Both the vinyl and cd come with a scratch n sniff cover!!
Tracklisting:
Zodiac Girls (Pony Version of 7" Single)
I Saw Brown (Pre-BMSR from 1999)
Black Yogurt (with Mike Watt)
Milk Skates
Happy Melted City
One Day I Had An Extra Toe (Esopus Magazine Compilation)
We Are The Pagans (Dandelion Gum Outtake)
Changing You All
Just For The Night (by Laura Burhenn, BMSR Remix)
Vinyl comes with a bonus track!!


Dreamend
The Long Forgotten Friend (grave028) cd/2xlp
10.28.08
Dreamend is the main musical output of Ryan Graveface, Graveface Records' owner/sole employee and part time guitarist for psychedelic oddballs Black Moth Super Rainbow. Since its’ inception in 2002, Graveface has released albums by Monster Movie (ex-Slowdive), The Loose Salute (Mojave 3 side project), Kid Dakota, Appleseed Cast, Art in Manila (ex-Azure Ray), Octopus Project, BMSR and many more.

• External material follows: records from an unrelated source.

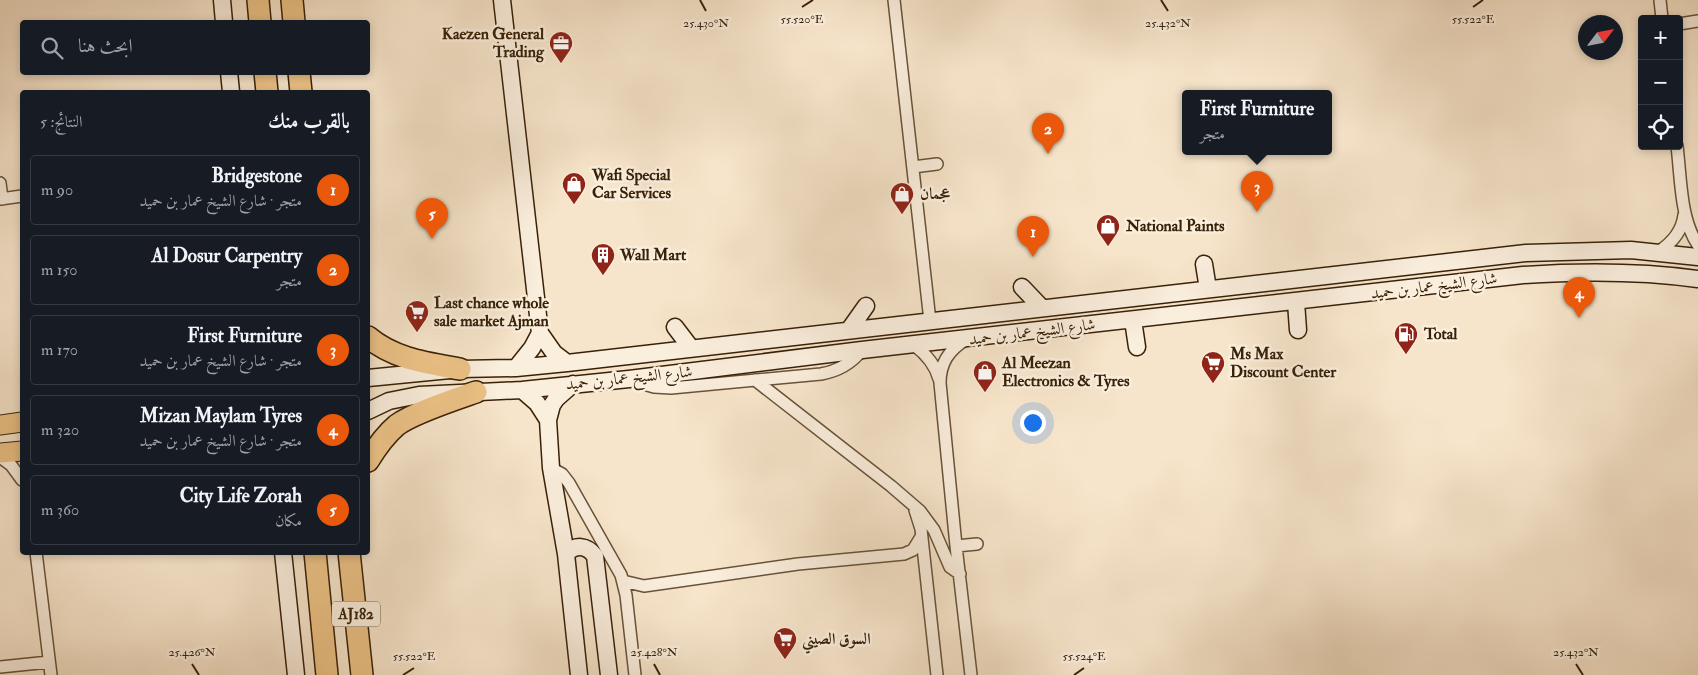 <!DOCTYPE html>
<html lang="ar">
<meta charset="utf-8">
<style>
body{margin:0;font-family:"IM FELL Double Pica",Amiri,serif;background:#20242c;color:#f1f3f6;direction:rtl}
.controls{position:absolute;right:15px;top:15px;display:grid;overflow:hidden;border-radius:5px;box-shadow:0 2px 8px #0003}
.controls button{width:45px;height:45px;display:grid;place-items:center;padding:0;border:0;border-bottom:1px solid #363941;background:#171b24;color:#f1f3f6;font:25px sans-serif}
.compass{position:absolute;left:1578px;top:15px;width:45px;height:45px;border-radius:50%;background:#171b24;box-shadow:0 2px 8px #0003;rotate:58deg}
.you{position:absolute;left:1032px;top:422px;width:18px;height:18px;margin:-12px;border:4px solid #fff;border-radius:50%;background:#1a73e8;box-shadow:0 0 0 8px #1a73e833}
.badge{display:grid;place-items:center;width:32px;height:32px;border-radius:50%;background:#ea580c;color:#fff;font-size:16px;font-weight:700}
.pin{position:absolute;translate:-50% -41px;filter:drop-shadow(0 1px 2px #0008)}
.pin::after{content:'';position:absolute;top:26px;width:18px;height:15px;background:inherit;clip-path:polygon(0 0,100% 0,50% 100%)}
.popup{position:absolute;left:1182px;top:90px;width:150px;height:65px;box-sizing:border-box;display:grid;place-content:center;border-radius:5px;background:#171b24;filter:drop-shadow(0 1px 4px #0005);font-size:16px;white-space:nowrap;color:#9ea1a6}
.popup b{font-size:19px;color:#f1f3f6}
.popup::after{content:'';position:absolute;left:50%;top:100%;margin-left:-10px;border:10px solid transparent;border-top-color:#171b24}
.list{margin:0;padding:0;list-style:none}
h2{display:flex;justify-content:space-between;align-items:center;height:65px;margin:0;padding:0 20px;font-size:21px}
h2 small{font-size:16px;font-weight:400;color:#9ea1a6}
.list li{display:grid;grid-template-columns:32px 1fr auto;gap:15px;align-items:center;box-sizing:border-box;height:70px;margin:0 10px 10px;padding:0 10px;border:1px solid #363941;border-radius:5px}
.list b{display:block;font-size:19px;white-space:nowrap}
.list p{margin:0;font-size:16px;white-space:nowrap;color:#9ea1a6}
.list em{font-size:16px;font-style:normal;color:#9ea1a6}
.icon{flex:none;width:28px;height:28px;fill:none;stroke:currentColor;stroke-width:2;stroke-linecap:round;stroke-linejoin:round}
.map{position:relative;flex:none;width:1698px;height:675px;overflow:hidden;direction:ltr}
.search{position:absolute;background:#171b24;box-shadow:0 2px 8px #0003;left:20px;top:20px;width:350px;height:55px;display:flex;align-items:center;gap:12px;box-sizing:border-box;padding:0 18px;border-radius:5px;color:#9ea1a6;font-size:19px}
.panel{position:absolute;background:#171b24;box-shadow:0 2px 8px #0003;left:20px;top:90px;width:350px;height:465px;border-radius:5px;direction:rtl}
.map>svg:first-child{display:block}
.lines{fill:none;stroke-linecap:round;stroke-linejoin:round}
.street-casing{stroke:#685239;stroke-width:14}
.secondary-casing{stroke:#382108;stroke-width:19}
.primary-casing{stroke:#382108;stroke-width:21}
.highway-casing{stroke:#382108;stroke-width:24}
.street{stroke:#faeedd;stroke-width:11}
.secondary{stroke:#faeedd;stroke-width:16}
.primary{stroke:#ecc286;stroke-width:19}
.highway{stroke:#ecc286;stroke-width:21}
.ticks{fill:none;stroke:#382108;stroke-width:2}
.labels{text-anchor:middle;dominant-baseline:central;stroke-width:5;stroke-linejoin:round;paint-order:stroke}
.shield{fill:#faeedd;stroke:#725e48;stroke-width:1}
.shield-label{font-size:15px;font-weight:bold;fill:#382108}
.poi-label{font-size:16px;font-weight:bold;fill:#382108;stroke:#faeedd;text-anchor:start}
.street-label{font-size:16px;fill:#382108;stroke:#faeedd}
.ticks-label{font-size:12px;text-anchor:middle;fill:#382108;stroke:#faeedd;stroke-width:5;stroke-linejoin:round;paint-order:stroke}
</style>
<div class="map">
<svg width="1698" height="675" viewBox="0 0 1698 675">
<rect width="100%" height="100%" fill="#f7e5cb"/>
<filter id="stains"><feTurbulence type="fractalNoise" baseFrequency=".004" numOctaves="4"/><feColorMatrix values="0 0 0 0 .2 0 0 0 0 .09 0 0 0 0 .02 0 0 0 .5 -.17"/></filter>
<radialGradient id="worn" r=".72"><stop offset=".6" stop-color="#630" stop-opacity="0"/><stop offset="1" stop-color="#630" stop-opacity=".3"/></radialGradient>
<g class="lines">
<g class="street-casing">
<path id="street" d="M894,0l36,321
M1660,0l2,19
M1679,24l19,-3
M1677,146c4,32 3,73 21,99
M913,167l24,-3
M0,183l2,16
M0,199l22,-3
M1658,252c14,-9 24,-20 26,-37
M965,340c-16,10 -25,23 -25,43l16,163 15,129
M914,345c12,9 21,19 25,34
M755,380l136,106 29,25 14,19 16,37 10,7
M633,381l21,6 17,1 150,-14c17,-3 30,-10 41,-24
M0,457l11,8 11,15
M551,468l11,6 7,9 52,92 5,20 9,80
M915,510l6,19 16,146
M956,546l21,-2
M36,552l15,123
M623,581l21,5 154,-22 106,-10 9,-4 8,-13
M0,667l49,-5"/>
</g>
<g class="secondary-casing">
<path id="secondary" d="M222,0l2,22
M502,0l38,333 14,20 13,10
M229,72l2,20
M1204,264l4,25
M1022,287l20,21
M1296,302l2,28
M1133,320l4,27
M675,327l16,21
M849,330l17,-24
M516,368l16,-20 8,-15
M368,378l92,-9 56,-1 51,-5 959,-110 105,-3 67,7
M573,384l-17,15 -4,6 -4,15 3,48 15,86 13,121
M522,390l15,13 11,17
M368,411l21,-10 30,-6 103,-5 107,-11 233,-29 661,-75c59,-4 117,-4 175,4
M283,552l13,123
M566,554c9,-10 21,-9 29,2l14,119"/>
</g>
<g class="primary-casing">
<path id="primary" d="M0,425l22,-3
M0,453l22,-2"/>
</g>
<g class="highway-casing">
<path id="highway" d="M258,0l2,22
M292,0l2,22
M265,72l2,20
M299,72l2,20
M368,337c26,22 59,26 92,32
M368,461c8,-13 17,-26 29,-36 16,-12 59,-26 79,-33
M315,552l12,123
M349,552l13,123"/>
</g>
<use href="#street" class="street"/>
<use href="#secondary" class="secondary"/>
<use href="#primary" class="primary"/>
<use href="#highway" class="highway"/>
</g>
<path class="ticks" d="M700,0l6,11M1161,0l7,11M802,7l11,-7M1473,7l10,-7M192,664l7,11M654,664l6,11M1576,664l7,11M403,675l11,-7M1074,675l10,-7"/>
<defs>
<g id="office-pin" transform="scale(1.25)"><path d="M0 17L-7.5 6A9.5 9.5 0 1 1 7.5 6Z" fill="#8f2418" stroke="#faeedd"/><path d="M-6-3h4V-5.5h4V-3h4V5H-6ZM-1-4.5V-3h2v-1.5ZM-6 0V1H6V0Z" fill="#fff"/></g>
<g id="shop-pin" transform="scale(1.25)"><path d="M0 17L-7.5 6A9.5 9.5 0 1 1 7.5 6Z" fill="#8f2418" stroke="#faeedd"/><path d="M-5-2.5h2.3a2.7 3.5 0 0 1 5.4 0H5L5.5 6h-11ZM-1.5-2.5h3a1.5 2.3 0 0 0-3 0Z" fill="#fff"/></g>
<g id="building-pin" transform="scale(1.25)"><path d="M0 17L-7.5 6A9.5 9.5 0 1 1 7.5 6Z" fill="#8f2418" stroke="#faeedd"/><path d="M-4-6H4V6H1V3H-1V6H-4ZM-2.5-4.3h1.7v1.8h-1.7ZM.8-4.3h1.7v1.8H.8ZM-2.5-1h1.7V.8h-1.7ZM.8-1h1.7V.8H.8Z" fill="#fff"/></g>
<g id="supermarket-pin" transform="scale(1.25)"><path d="M0 17L-7.5 6A9.5 9.5 0 1 1 7.5 6Z" fill="#8f2418" stroke="#faeedd"/><path d="M-6-5.5h2.5l.6 2H6L4.5 2H-2.5L-4.4-4H-6ZM-1.5 3.2a1.3 1.3 0 1 0 .1 0ZM3 3.2a1.3 1.3 0 1 0 .1 0Z" fill="#fff"/></g>
<g id="fuel-pin" transform="scale(1.25)"><path d="M0 17L-7.5 6A9.5 9.5 0 1 1 7.5 6Z" fill="#8f2418" stroke="#faeedd"/><path d="M-5.5-6h7V0h2V4h1.3V-2.5L3-4.5l.8-.8L6-3V5H2.5V1h-1V6h-7ZM-4.2-4.7v3.2H.2V-4.7Z" fill="#fff"/></g>
</defs>
<g fill-rule="evenodd">
<use href="#office-pin" x="561" y="43"/>
<use href="#shop-pin" x="574" y="184"/>
<use href="#shop-pin" x="902" y="194"/>
<use href="#shop-pin" x="1108" y="226"/>
<use href="#building-pin" x="603" y="255"/>
<use href="#supermarket-pin" x="417" y="312"/>
<use href="#fuel-pin" x="1406" y="334"/>
<use href="#supermarket-pin" x="1213" y="363"/>
<use href="#shop-pin" x="985" y="372"/>
<use href="#supermarket-pin" x="785" y="639"/>
</g>
<g class="labels">
<rect class="shield" x="332" y="601.5" width="48" height="25" rx="4"/>
<g class="shield-label">
<text x="356" y="614">AJ182</text>
</g>
<g class="poi-label">
<text x="544" y="34" text-anchor="end">Kaezen General<tspan x="544" dy="18">Trading</tspan></text>
<text x="592" y="175">Wafi Special<tspan x="592" dy="18">Car Services</tspan></text>
<text x="920" y="194">عجمان</text>
<text x="1126" y="226">National Paints</text>
<text x="620" y="255">Wall Mart</text>
<text x="434" y="303">Last chance whole<tspan x="434" dy="18">sale market Ajman</tspan></text>
<text x="1424" y="334">Total</text>
<text x="1230" y="354">Ms Max<tspan x="1230" dy="18">Discount Center</tspan></text>
<text x="1002" y="363">Al Meezan<tspan x="1002" dy="18">Electronics &amp; Tyres</tspan></text>
<text x="802" y="639">السوق الصيني</text>
</g>
<g class="street-label">
<text transform="translate(1434 286) rotate(-7)">شارع الشيخ عمار بن حميد</text>
<text transform="translate(1032 332) rotate(-7)">شارع الشيخ عمار بن حميد</text>
<text transform="translate(629 378) rotate(-6)">شارع الشيخ عمار بن حميد</text>
</g>
</g>
<g class="ticks-label">
<text x="802" y="23">55.520°E</text>
<text x="1473" y="23">55.522°E</text>
<text x="706" y="27">25.430°N</text>
<text x="1168" y="27">25.432°N</text>
<text x="192" y="656">25.426°N</text>
<text x="654" y="656">25.428°N</text>
<text x="1576" y="656">25.432°N</text>
<text x="414" y="660">55.522°E</text>
<text x="1084" y="660">55.524°E</text>
</g>
<rect width="100%" height="100%" filter="url(#stains)"/>
<rect width="100%" height="100%" fill="url(#worn)"/>
</svg>
<div class="controls">
<button>+</button>
<button>−</button>
<button><svg class="icon" aria-label="locate" viewBox="0 0 24 24"><circle cx="12" cy="12" r="6"/><path d="M12 2v4M12 18v4M2 12h4M18 12h4"/></svg></button>
</div>
<svg class="compass" viewBox="-18 -18 36 36"><path d="M0-13l5 13h-10z" fill="#e53935"/><path d="M0 13l5-13h-10z" fill="#9ea1a6"/></svg>
<div class="you"></div>
<div class="pin badge" style="left:1033px;top:257px">1</div>
<div class="pin badge" style="left:1048px;top:154px">2</div>
<div class="pin badge" style="left:1257px;top:212px">3</div>
<div class="popup"><b>First Furniture</b>متجر</div>
<div class="pin badge" style="left:1579px;top:318px">4</div>
<div class="pin badge" style="left:432px;top:239px">5</div>
<div class="search"><svg class="icon" aria-label="search" viewBox="0 0 24 24"><circle cx="10" cy="10" r="6"/><path d="M15 15l6 6"/></svg>ابحث هنا</div>
<section class="panel">
<h2>بالقرب منك<small>النتائج: 5</small></h2>
<ul class="list">
<li><span class="badge">1</span><div><b>Bridgestone</b><p>متجر · شارع الشيخ عمار بن حميد</p></div><em>90 m</em></li>
<li><span class="badge">2</span><div><b>Al Dosur Carpentry</b><p>متجر</p></div><em>150 m</em></li>
<li><span class="badge">3</span><div><b>First Furniture</b><p>متجر · شارع الشيخ عمار بن حميد</p></div><em>170 m</em></li>
<li><span class="badge">4</span><div><b>Mizan Maylam Tyres</b><p>متجر · شارع الشيخ عمار بن حميد</p></div><em>320 m</em></li>
<li><span class="badge">5</span><div><b>City Life Zorah</b><p>مكان</p></div><em>360 m</em></li>
</ul>
</section>
</div>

The Long Forgotten Friend's 14 songs (10 songs on the cd version) are loosely based on stories and memories of a relative from the far past, whose tragic life has metamorphosed into legend over the course of time. This is music to listen to while driving through abandoned cities and ghost towns, imagining their disintegration. Rather than drums making the melody as on their previous efforts, banjo and vocals are at the foreground of the landscape. The drumming is minimalist, almost spastic and, as always, the guitars are the ghosts. Dreamend has taken a darker, folky, more nightmarish road than before. Some evidence of this can be found on the tracks Your Kiss, Scratch and Deathwatch Carnival 1965. Conversely, they have found themselves with more poppy, almost sing-alongs than ever before (see Are you Waking and The Tulip Staircase).
Appearances by Toto of the Octopus Project and Darren Jackson of Kid Dakota add some outside sounds, while Darren and John Congleton's (see Explosion in the Sky, Modest Mouse, etc) mixing bring them all together.
Listeners are encouraged to buy the vinyl version as it includes the cd version for free, contains 4 extra songs-16 minutes worth of music, a handmade pop-up gatefold by William Schaff (GYBE!, Okkervil River etc), and an extra cd of demos and alternate versions. The cd version comes packaged in a 15pt chipboard gatefold sleeve with a 12 page booklet of photos by Christy Romanick.


Hospital Ships
Oh, Ramona (grave039) cd
10.21.08
Jordan Geiger, songwriter of Minus Story, trumpet player for Shearwater and resident of Lawrence, Kansas, brings you his bedroom-pop solo album, Oh, Ramona.
Influenced by the sounds of The Flaming Lips song from which the name Hospital Ships is drawn, Geiger's debut exudes a seasoning of classic influences including John Lennon, The Zombies, and ELO to produce a bedroom pop symphony.
Exploring relationships both failed and ongoing with friends, lovers, and pets, Geiger delicately teases the listener with his boyish tenor of a voice. In the background, muted horns swell, pianos twinkle, and percussion marches in step.
Mixed mostly by John Congleton (Explosions In The Sky, Modest Mouse,The Mountain Goats, The Polyphonic Spree), Oh, Ramona is the culmination of over two and half years of writing and recording. Highlights include the upbeat opener "Bitter Radio Single," the symphonic majesty of "I Want It To Get Out," the tender "Girls," and the truly pet sounds-influenced title track.
This record comes packaged in an 18pt chipboard gatefold sleeve and is lovingly hand assembled by your friends at Graveface Records.